**Exercise description:**
Could you repeat the data word for word while skipping the pictures?

**Data provided:**
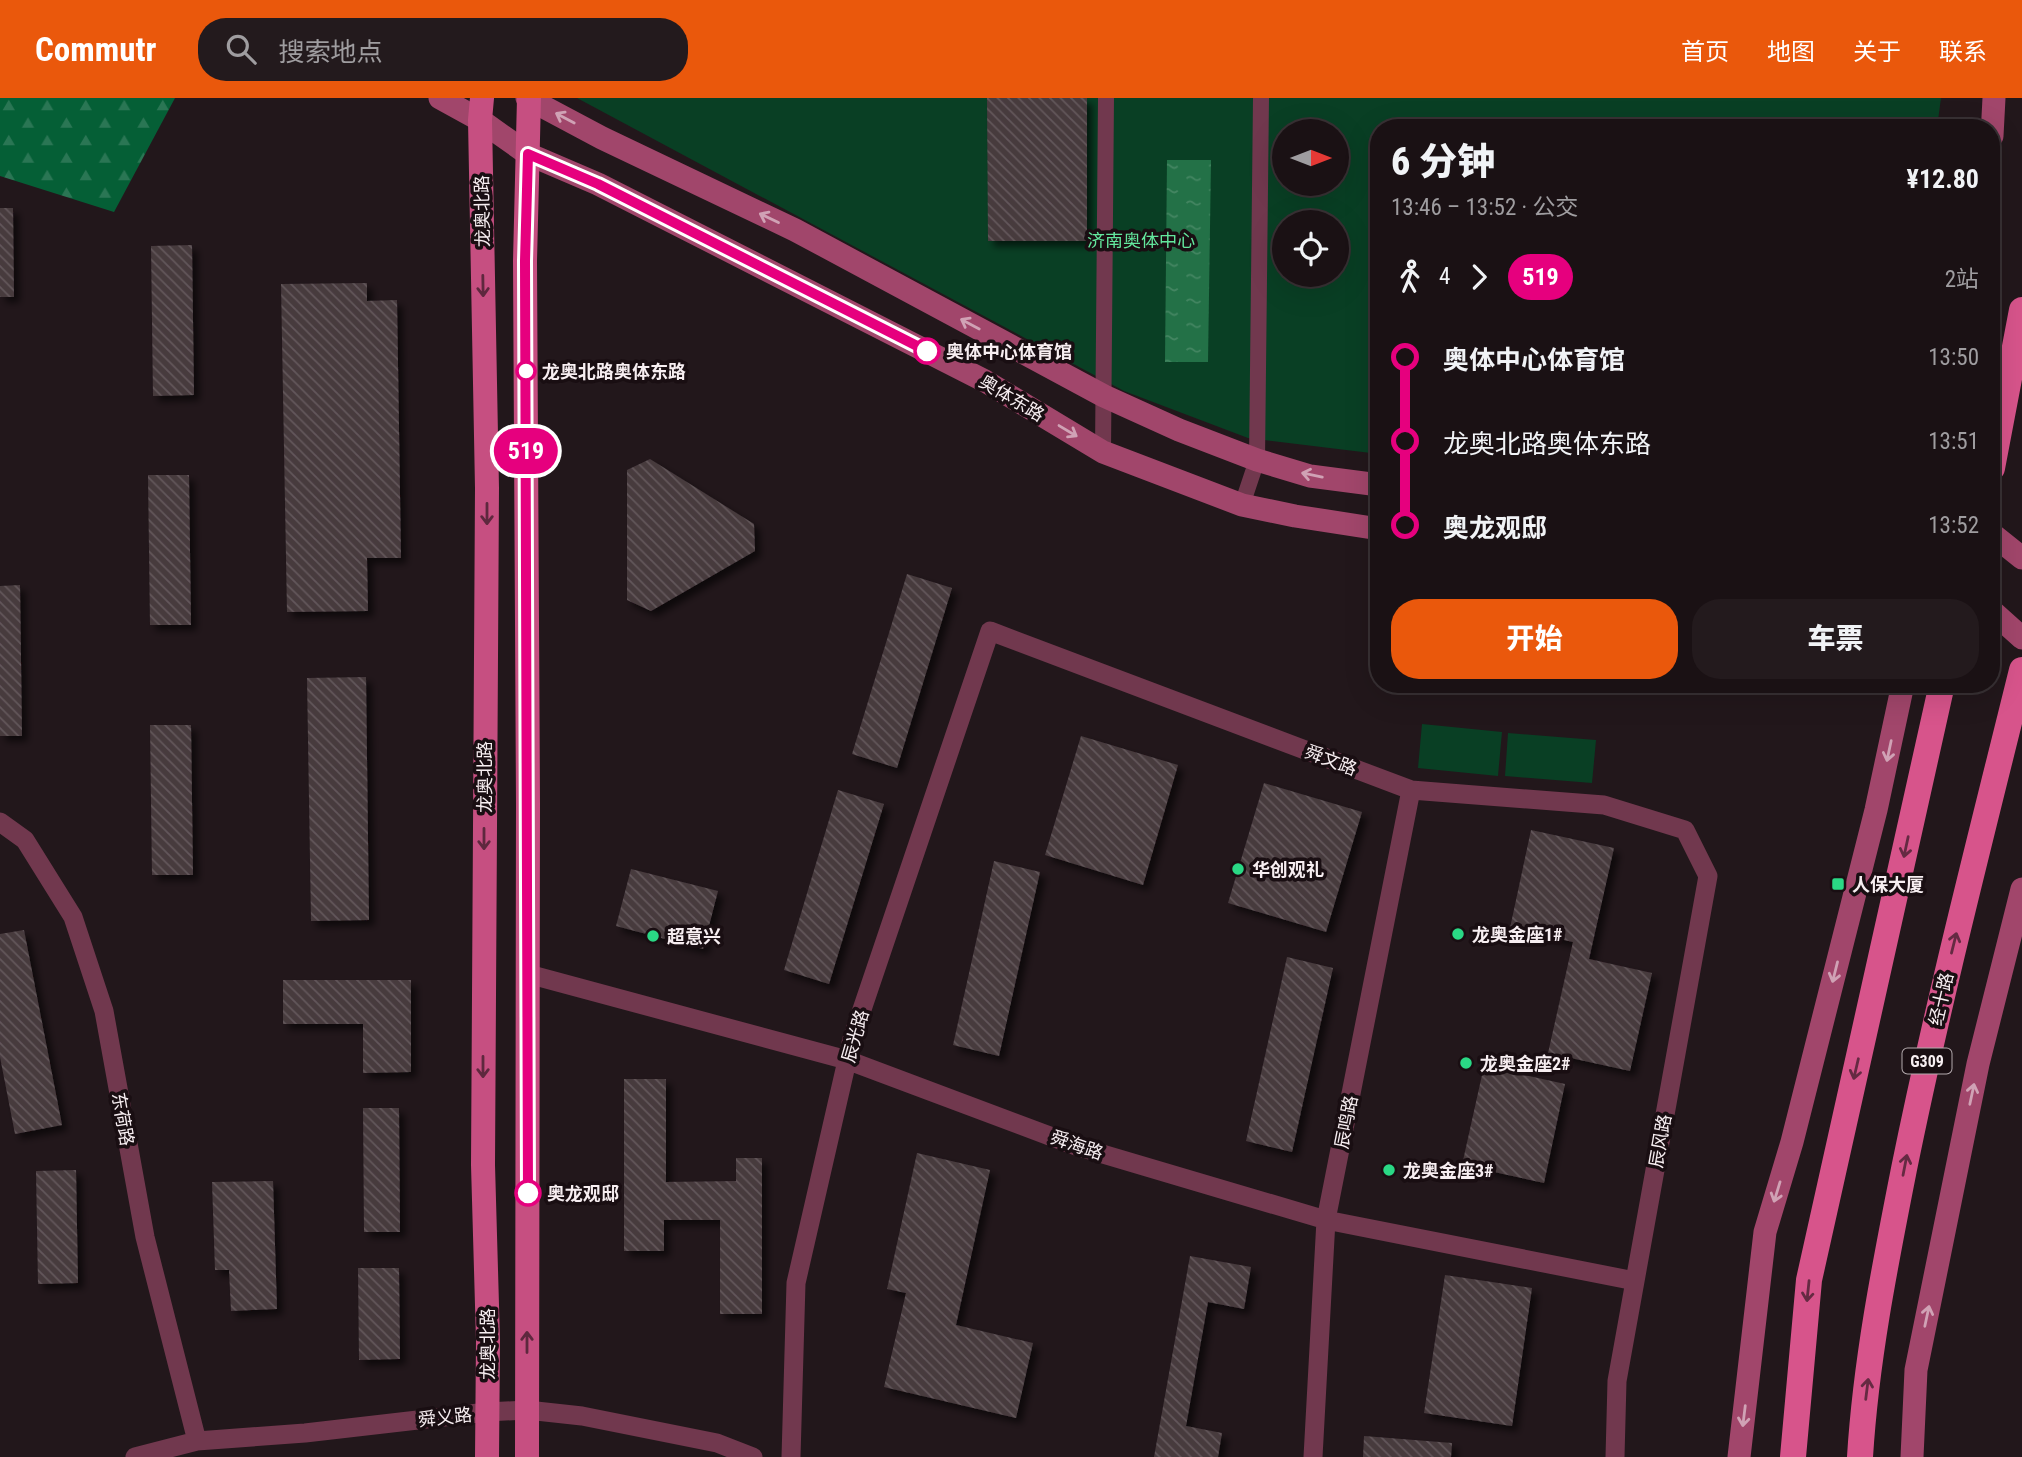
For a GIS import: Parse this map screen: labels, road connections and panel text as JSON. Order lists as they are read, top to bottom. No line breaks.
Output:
{"streets":{"highway":["经十路","G309"],"main road":["龙奥北路","奥体东路"],"street":["舜文路","辰光路","东荷路","辰鸣路","辰风路","舜海路","舜义路"]},"crossings":[["龙奥北路","奥体东路"],["龙奥北路","舜义路"],["舜文路","辰光路"],["舜文路","辰鸣路"],["舜文路","辰风路"],["辰光路","舜海路"],["东荷路","舜义路"],["辰鸣路","舜海路"],["辰风路","舜海路"]],"parks":["济南奥体中心"],"places":{"other":["奥体中心体育馆","龙奥北路奥体东路","华创观礼","龙奥金座1#","超意兴","龙奥金座2#","龙奥金座3#","奥龙观邸"],"transit":["人保大厦"]},"lines":["bus line 519"],"north":"right","page":{"header":"Commutr","search":"搜索地点","nav":["首页","地图","关于","联系"],"on_map":"519","heading":["6 分钟","13:46 – 13:52 · 公交","¥12.80"],"legs":["4","519","2站"],"list":[{"name":"奥体中心体育馆","value":"13:50"},{"name":"龙奥北路奥体东路","value":"13:51"},{"name":"奥龙观邸","value":"13:52"}],"buttons":["开始","车票"]}}
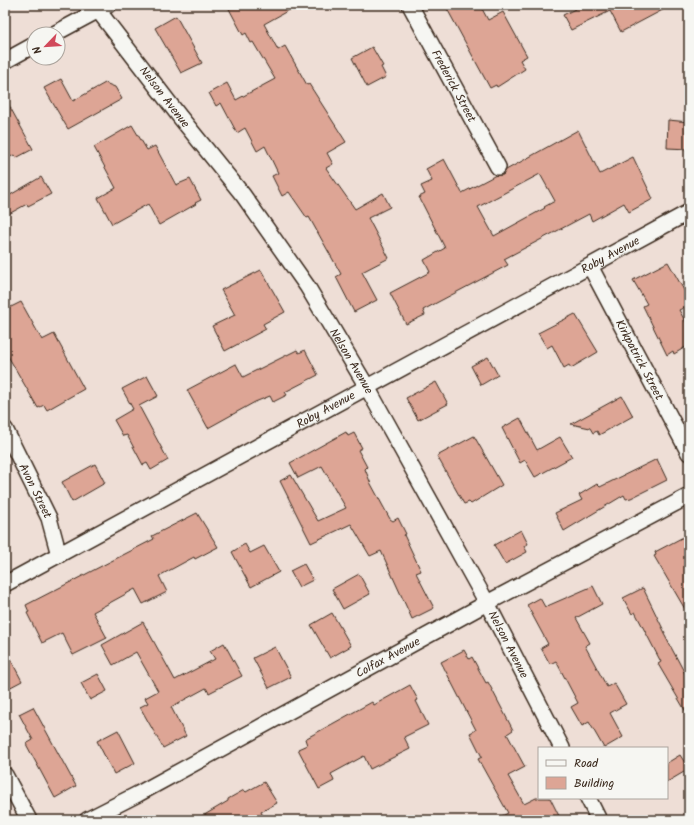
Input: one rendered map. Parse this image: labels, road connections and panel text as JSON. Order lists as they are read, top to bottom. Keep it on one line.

**Response to the exercise:**
For a GIS import: Parse this map screen: labels, road connections and panel text as JSON. Order lists as they are read, top to bottom. No line breaks.
Output:
{"streets":{"highway":["经十路","G309"],"main road":["龙奥北路","奥体东路"],"street":["舜文路","辰光路","东荷路","辰鸣路","辰风路","舜海路","舜义路"]},"crossings":[["龙奥北路","奥体东路"],["龙奥北路","舜义路"],["舜文路","辰光路"],["舜文路","辰鸣路"],["舜文路","辰风路"],["辰光路","舜海路"],["东荷路","舜义路"],["辰鸣路","舜海路"],["辰风路","舜海路"]],"parks":["济南奥体中心"],"places":{"other":["奥体中心体育馆","龙奥北路奥体东路","华创观礼","龙奥金座1#","超意兴","龙奥金座2#","龙奥金座3#","奥龙观邸"],"transit":["人保大厦"]},"lines":["bus line 519"],"north":"right","page":{"header":"Commutr","search":"搜索地点","nav":["首页","地图","关于","联系"],"on_map":"519","heading":["6 分钟","13:46 – 13:52 · 公交","¥12.80"],"legs":["4","519","2站"],"list":[{"name":"奥体中心体育馆","value":"13:50"},{"name":"龙奥北路奥体东路","value":"13:51"},{"name":"奥龙观邸","value":"13:52"}],"buttons":["开始","车票"]}}
Input: one rendered map. Parse this image: labels, road connections and panel text as JSON. Order lists as they are read, top to bottom. Keep it on one line.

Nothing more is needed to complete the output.